I Still Don't Know How to Spot a Psycho

I was disappointed by The Psychopath Test. I suppose that it’s my fault for approaching it with some preconceptions. I always do that to books; I do it to people too, and after 26 years of proving myself to be a poor judge of character based on my impressions, one would think that I would have learned by now. But this why I came to the book in the first place: I am a poor judge of character and in need someone to teach me how to not be such a sucker.

The Psychopath Test starts out reading like a mystery thriller. A select group of academics from around the world each receive a copy of a slim book that is full of cryptic clues and hints just begging to be unraveled. One of the recipients, after conversing online with a group of the others, contacts the journalist Jon Ronson for help solving the puzzle. Is it a marketing ploy? Nutty religious propaganda? A headhunting campaign?

Mr. Ronson solves the mystery in the first chapter, and then he gets to wondering. Is it true that psychopaths make the world go round? After all, this small book made time, money, and effort cross hands and financial markets. This leads him on a journalistic quest to learn what makes a psychopath and how to identify them.

A few misconceptions are cleared up right away. Psychopaths born with a dysfunctional amygdala, the part of the brain that controls empathy, which means that psychopathy is not a mental illness because it cannot be ‘cured’. As it is not a mental illness, it is not listed in the DSM (the psychology checklist bible).
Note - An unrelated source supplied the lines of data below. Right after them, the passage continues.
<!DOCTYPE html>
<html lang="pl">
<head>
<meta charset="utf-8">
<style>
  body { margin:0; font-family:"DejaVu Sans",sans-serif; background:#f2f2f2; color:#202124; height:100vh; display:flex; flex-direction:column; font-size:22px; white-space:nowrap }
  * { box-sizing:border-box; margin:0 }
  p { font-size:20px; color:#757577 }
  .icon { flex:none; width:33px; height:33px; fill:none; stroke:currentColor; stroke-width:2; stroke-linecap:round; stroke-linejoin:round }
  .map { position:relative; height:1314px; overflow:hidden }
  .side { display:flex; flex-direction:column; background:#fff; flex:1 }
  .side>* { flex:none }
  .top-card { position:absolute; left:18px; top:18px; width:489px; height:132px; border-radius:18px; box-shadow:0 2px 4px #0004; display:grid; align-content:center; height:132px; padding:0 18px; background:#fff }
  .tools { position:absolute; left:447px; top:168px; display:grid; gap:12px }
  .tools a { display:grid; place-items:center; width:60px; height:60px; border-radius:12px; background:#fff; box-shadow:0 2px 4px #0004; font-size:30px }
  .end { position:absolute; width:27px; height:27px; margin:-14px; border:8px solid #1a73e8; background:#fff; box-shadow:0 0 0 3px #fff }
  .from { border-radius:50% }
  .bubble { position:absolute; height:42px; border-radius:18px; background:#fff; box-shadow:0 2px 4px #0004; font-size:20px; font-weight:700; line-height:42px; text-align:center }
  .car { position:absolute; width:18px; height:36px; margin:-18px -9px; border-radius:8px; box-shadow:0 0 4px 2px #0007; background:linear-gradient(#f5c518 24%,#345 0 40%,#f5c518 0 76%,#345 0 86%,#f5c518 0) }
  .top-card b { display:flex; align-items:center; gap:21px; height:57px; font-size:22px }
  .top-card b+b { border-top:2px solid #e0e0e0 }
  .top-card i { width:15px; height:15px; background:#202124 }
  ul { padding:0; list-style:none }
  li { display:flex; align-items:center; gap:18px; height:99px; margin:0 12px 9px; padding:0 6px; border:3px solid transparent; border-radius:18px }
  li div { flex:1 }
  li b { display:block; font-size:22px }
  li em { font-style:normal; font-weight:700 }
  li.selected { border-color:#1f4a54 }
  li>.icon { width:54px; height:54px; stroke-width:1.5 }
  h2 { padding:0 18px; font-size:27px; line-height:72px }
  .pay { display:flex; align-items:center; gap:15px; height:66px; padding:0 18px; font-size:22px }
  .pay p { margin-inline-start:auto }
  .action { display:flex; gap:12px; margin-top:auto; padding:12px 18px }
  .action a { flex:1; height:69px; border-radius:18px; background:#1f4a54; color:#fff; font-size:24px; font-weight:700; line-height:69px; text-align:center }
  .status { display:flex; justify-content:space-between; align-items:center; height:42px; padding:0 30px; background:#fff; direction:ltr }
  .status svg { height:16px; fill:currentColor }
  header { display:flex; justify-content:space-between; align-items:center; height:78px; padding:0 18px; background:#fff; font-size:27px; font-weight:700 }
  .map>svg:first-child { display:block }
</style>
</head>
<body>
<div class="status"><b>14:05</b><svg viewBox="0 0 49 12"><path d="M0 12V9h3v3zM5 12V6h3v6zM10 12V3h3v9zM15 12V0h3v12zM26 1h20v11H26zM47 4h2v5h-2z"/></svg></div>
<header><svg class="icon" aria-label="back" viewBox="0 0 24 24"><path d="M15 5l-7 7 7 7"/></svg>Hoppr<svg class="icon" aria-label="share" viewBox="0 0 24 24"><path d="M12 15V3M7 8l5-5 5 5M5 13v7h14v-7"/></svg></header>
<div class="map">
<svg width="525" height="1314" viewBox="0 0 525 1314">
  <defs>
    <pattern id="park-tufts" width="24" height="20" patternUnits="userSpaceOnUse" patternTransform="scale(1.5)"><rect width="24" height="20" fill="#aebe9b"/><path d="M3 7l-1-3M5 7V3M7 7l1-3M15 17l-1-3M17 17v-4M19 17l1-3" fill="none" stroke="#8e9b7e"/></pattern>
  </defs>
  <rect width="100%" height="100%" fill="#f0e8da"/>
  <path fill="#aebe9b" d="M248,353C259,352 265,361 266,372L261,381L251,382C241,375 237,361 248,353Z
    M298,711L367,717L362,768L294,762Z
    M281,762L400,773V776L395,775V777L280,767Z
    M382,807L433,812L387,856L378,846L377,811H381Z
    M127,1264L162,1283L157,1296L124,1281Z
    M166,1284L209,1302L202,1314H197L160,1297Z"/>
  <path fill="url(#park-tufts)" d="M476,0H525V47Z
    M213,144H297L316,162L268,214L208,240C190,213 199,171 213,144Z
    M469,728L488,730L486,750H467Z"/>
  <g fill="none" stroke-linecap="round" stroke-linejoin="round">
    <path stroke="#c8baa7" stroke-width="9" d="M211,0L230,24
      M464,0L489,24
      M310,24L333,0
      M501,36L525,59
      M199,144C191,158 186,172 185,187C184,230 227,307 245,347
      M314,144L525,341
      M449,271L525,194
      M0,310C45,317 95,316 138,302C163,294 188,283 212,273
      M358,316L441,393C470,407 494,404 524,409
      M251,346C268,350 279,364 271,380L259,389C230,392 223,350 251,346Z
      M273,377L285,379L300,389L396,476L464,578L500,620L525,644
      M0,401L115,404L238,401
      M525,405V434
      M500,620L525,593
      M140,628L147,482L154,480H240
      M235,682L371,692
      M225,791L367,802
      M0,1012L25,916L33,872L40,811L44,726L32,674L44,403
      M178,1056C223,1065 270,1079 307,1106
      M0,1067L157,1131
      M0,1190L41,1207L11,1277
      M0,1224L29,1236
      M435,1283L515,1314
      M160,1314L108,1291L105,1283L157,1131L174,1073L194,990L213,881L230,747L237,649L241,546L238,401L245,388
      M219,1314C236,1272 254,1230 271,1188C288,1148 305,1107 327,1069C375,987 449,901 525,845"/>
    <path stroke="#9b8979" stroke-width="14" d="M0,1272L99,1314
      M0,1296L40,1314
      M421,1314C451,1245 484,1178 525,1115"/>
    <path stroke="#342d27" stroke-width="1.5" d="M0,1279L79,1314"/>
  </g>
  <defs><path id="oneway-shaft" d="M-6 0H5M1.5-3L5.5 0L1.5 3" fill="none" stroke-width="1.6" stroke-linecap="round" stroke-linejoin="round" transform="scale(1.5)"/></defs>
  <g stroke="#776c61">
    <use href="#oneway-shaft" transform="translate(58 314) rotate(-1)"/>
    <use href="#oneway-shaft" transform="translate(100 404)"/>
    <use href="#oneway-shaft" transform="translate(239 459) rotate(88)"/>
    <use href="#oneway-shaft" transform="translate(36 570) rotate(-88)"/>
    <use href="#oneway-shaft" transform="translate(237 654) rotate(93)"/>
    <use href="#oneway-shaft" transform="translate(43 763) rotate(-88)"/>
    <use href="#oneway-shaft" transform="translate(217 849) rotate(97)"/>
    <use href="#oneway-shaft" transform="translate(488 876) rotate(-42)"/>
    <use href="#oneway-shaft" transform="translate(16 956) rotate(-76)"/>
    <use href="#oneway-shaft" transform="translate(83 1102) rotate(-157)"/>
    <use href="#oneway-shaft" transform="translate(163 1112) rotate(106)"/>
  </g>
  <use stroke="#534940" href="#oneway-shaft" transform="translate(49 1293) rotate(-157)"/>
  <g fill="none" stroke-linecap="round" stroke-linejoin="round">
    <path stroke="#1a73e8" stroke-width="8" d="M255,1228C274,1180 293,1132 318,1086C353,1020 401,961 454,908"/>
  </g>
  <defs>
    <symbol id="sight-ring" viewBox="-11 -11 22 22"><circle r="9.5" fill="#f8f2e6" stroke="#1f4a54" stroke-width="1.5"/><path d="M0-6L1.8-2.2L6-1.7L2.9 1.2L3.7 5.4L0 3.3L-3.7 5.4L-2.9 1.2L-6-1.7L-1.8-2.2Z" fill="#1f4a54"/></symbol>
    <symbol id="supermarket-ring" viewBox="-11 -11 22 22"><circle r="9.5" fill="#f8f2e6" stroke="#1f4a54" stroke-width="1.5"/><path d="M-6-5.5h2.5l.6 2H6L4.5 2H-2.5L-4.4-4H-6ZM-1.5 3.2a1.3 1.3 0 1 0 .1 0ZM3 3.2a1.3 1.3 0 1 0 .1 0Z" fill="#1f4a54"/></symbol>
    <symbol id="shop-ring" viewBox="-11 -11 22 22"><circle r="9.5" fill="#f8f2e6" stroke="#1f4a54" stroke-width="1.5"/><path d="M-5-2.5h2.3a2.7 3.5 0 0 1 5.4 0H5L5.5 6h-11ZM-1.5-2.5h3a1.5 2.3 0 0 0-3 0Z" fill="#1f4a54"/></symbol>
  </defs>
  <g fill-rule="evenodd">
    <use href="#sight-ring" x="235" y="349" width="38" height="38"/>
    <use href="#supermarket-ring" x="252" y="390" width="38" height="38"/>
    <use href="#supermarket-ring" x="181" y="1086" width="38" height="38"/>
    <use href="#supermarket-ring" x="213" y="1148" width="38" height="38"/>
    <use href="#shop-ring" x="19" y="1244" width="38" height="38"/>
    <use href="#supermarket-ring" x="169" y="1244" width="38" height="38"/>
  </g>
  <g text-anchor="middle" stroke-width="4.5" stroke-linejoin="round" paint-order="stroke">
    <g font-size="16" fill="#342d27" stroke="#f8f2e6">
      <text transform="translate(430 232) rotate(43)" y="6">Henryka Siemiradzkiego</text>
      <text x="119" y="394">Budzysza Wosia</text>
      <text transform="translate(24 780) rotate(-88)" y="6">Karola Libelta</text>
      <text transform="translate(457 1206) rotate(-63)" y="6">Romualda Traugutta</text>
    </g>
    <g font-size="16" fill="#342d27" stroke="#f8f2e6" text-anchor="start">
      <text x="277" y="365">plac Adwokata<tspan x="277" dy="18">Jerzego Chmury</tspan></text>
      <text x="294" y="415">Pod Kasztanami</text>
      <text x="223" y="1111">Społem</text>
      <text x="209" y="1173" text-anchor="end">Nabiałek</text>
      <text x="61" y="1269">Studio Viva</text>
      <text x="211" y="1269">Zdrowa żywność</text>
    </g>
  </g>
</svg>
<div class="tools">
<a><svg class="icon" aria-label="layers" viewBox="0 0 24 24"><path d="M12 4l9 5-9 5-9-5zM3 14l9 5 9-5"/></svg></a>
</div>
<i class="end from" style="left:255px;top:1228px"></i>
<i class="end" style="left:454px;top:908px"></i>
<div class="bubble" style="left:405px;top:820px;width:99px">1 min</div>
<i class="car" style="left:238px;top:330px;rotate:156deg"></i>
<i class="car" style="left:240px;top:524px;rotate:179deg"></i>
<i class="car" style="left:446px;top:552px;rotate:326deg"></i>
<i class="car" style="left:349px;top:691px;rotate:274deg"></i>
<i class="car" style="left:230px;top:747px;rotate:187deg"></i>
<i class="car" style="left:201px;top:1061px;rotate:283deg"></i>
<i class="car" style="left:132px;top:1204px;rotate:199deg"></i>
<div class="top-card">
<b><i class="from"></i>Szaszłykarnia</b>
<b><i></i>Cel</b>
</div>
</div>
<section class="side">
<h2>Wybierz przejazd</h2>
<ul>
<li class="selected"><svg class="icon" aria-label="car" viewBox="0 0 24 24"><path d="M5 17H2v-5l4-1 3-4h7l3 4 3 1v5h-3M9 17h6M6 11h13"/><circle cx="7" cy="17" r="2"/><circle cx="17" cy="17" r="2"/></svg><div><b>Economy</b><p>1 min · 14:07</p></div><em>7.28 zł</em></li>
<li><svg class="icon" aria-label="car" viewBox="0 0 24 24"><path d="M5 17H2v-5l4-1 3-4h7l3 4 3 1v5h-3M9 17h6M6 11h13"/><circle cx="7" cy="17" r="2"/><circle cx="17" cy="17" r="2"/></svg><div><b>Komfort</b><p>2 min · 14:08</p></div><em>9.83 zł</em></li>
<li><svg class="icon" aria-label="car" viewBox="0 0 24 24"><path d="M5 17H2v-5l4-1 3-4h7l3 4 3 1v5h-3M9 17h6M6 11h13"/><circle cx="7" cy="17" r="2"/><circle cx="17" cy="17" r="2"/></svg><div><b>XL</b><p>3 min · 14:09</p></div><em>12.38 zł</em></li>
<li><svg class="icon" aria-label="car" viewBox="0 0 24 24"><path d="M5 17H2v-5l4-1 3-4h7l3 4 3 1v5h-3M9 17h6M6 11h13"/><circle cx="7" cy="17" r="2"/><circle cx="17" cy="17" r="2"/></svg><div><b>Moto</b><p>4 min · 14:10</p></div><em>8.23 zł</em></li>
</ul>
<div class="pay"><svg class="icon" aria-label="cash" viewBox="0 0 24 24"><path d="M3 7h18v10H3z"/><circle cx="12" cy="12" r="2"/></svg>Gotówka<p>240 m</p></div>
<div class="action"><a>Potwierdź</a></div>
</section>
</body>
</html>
Ronson takes a weekend course led by Bob Hare, the creator of the Hare PCL-R Checklist (‘The Psychopath Test’), so he can learn from the world’s leading expert himself about how to correctly spot a psychopath. It makes sense that Ronson doesn’t teach us, his faithful readers, how to use the checklist. He is not a psychologist, neither are we (I’m not at least, though I did enjoy my requisite Psych 101 in college), and he spends the remainder of the book giving circumstantial evidence about how checklists, even in the hands of professionals, can be misused and abused.

Multiple chapters are devoted to Ronson trying to apply the Hare checklist to both himself and interview subjects who might be good candidates for scoring high enough on the test to be psychopaths. His results are inconclusive, and he goes off on chapter-length stories about people who got their one minute of fame for being mentally ill. His contention is that we are all a little mentally ill, and these individuals got their one minute because they are a bit more ill than the average.

The penultimate chapter critiques the legitimacy of the psychology field as a true science by briefly describing: how the contemporary DSM was made (by a small group of academic psychologists yelling their opinions at each other in a room), the now-infamous 1970’s Rosenhan experiment of sending sane psychologists into mental hospitals to see how long it took them to get released, an incident of when some sleazy big-pharma reps tried to push drugs on a psychologist who didn’t want to hear about them, how children are being inappropriately diagnosed with mental illnesses based on the word-of-mouth of a few well-known psychologists instead of clinical studies, how an important clinical psychologist was revealed to be in cahoots with Johnson & Johnson, and how some psychologists admit that maybe they are not 100% right all of the time.

The subtitle of The Psychopath Test is ‘A journey through the madness industry.’ If that is the case, this one chapter should have been expanded to be the entire book. If the book is about psychopaths, then it should have spent less time reporting conversations with people with mental illnesses (because as we learned, psychopathy is not an illness). I am conclusively judging the book to be another piece of arm-chair psychology, and I have once again been taken in by appearances.